The opening weekend figure posted by "Barbie" also dwarfs those of the year's top-earning films so far: "The Super Mario Bros. Movie" ($146.3 million), "Spider-Man: Across the Spider-Verse" ($120.7 million), "Guardians of the Galaxy Vol. 3" ($118.4 million), and "Ant-Man and the Wasp: Quantumania" ($106.9 million). "Oppenheimer" brought in $33 million on Friday and is projected to earn $77 million for the weekend, which would make it the third highest-grossing biopic opening ever behind "American Sniper" and "The Passion of the Christ."
"Barbie" and "Oppenheimer" appear to be benefitting from their simultaneous release dates. This marks the first time in history that two movies released on the same weekend have earned more than $100 and $50 million each, and a survey of National Association of Theater Owners members revealed that 200,000 Americans bought tickets for both films this weekend.
Barbie and Oppenheimer are both getting rave reviews
Both "Barbie" and "Oppenheimer" have immediately become popular and critical darlings. On Rotten Tomatoes, "Barbie" has identical 90% ratings from fans and critics, while "Oppenheimer" has scored slightly better from both groups, earning a 93% from critics and a 94% from fans.
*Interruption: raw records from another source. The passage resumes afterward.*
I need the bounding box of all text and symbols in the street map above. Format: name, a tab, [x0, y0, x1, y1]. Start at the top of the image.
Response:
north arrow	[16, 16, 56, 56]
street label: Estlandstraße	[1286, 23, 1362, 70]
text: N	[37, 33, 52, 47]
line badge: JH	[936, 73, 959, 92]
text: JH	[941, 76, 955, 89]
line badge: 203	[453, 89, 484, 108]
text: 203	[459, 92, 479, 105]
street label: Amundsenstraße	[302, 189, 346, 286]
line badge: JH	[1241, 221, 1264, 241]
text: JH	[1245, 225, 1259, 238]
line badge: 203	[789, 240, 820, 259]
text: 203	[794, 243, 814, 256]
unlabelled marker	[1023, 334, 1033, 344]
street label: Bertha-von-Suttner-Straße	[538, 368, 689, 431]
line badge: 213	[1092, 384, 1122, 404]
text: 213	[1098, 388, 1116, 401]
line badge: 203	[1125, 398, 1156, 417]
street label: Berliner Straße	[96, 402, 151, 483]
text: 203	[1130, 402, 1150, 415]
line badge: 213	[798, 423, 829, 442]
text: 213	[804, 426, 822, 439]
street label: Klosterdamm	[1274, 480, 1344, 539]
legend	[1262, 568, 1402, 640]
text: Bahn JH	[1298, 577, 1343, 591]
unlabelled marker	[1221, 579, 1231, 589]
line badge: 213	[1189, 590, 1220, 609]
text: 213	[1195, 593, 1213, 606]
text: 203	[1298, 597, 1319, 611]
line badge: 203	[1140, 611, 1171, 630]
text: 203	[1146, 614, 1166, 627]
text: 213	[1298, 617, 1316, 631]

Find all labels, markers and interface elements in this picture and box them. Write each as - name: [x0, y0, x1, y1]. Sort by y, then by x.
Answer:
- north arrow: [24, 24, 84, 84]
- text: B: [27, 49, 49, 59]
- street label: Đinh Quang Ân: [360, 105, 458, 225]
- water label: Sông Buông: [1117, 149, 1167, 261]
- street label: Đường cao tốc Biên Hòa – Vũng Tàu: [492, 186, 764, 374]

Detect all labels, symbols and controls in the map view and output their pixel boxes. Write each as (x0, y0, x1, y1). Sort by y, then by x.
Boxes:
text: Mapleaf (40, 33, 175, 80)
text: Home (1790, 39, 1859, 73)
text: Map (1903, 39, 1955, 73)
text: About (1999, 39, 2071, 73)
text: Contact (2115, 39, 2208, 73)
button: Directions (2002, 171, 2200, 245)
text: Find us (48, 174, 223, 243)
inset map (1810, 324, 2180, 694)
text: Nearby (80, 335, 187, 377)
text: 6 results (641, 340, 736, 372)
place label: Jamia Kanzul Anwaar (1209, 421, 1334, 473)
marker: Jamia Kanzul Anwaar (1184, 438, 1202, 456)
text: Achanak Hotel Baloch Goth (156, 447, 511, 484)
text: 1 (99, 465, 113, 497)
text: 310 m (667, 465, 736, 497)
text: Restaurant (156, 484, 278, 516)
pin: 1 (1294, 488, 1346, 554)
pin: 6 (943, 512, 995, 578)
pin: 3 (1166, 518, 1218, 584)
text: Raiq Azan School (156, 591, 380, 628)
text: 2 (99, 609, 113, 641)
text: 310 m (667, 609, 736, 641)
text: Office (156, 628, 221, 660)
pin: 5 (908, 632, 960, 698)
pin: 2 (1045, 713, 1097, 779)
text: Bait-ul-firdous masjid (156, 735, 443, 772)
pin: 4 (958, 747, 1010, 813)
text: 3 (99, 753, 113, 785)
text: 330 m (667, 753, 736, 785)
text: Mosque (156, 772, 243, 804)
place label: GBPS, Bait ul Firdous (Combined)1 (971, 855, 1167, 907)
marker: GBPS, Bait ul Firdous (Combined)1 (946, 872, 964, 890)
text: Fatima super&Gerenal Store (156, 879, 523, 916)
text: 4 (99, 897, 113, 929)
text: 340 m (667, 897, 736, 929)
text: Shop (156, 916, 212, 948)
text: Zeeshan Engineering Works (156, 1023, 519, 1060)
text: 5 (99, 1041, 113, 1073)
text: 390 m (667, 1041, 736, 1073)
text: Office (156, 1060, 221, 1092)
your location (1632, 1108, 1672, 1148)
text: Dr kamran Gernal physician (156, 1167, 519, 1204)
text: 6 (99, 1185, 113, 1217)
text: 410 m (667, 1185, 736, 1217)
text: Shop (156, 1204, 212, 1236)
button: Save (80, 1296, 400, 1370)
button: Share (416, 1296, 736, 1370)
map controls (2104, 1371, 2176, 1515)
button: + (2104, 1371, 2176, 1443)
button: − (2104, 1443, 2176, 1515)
Valerie Complex of Deadline praised "Barbie" writer and director Greta Gerwig for deftly weaving lessons about identity and empowerment into an entertaining bit of campy fun. "'Barbie' recognizes its own surreal existence: a world where perfect plastic figures wrestle with humanistic imperfections," she wrote. "It acknowledges that change, even when challenging, is necessary and that perfection is an unrealistic and even undesirable goal."
Comparing the reviews for "Barbie" and "Oppenheimer" brings home just how vastly different these two films are. Where "Barbie" stretches to bring a significant message to a lighthearted subject, the gravity of the subject matter in "Oppenheimer" is evident and there is zero attempt made to bring levity to it.
Hector Gonzalez of The Movie Buff praised Cillian Murphy's performance in the title role, but pointed out that writer and director Christopher Nolan may have leaned too heavily on the use of visual storytelling at the expense of a carefully written screenplay. "You feel like you are going through the same emotions as the main character," he wrote. "These aforementioned emotions are felt mostly through visionary language rather than by the script itself... You are moved more by the visuals and facial expressions than the dialogue itself."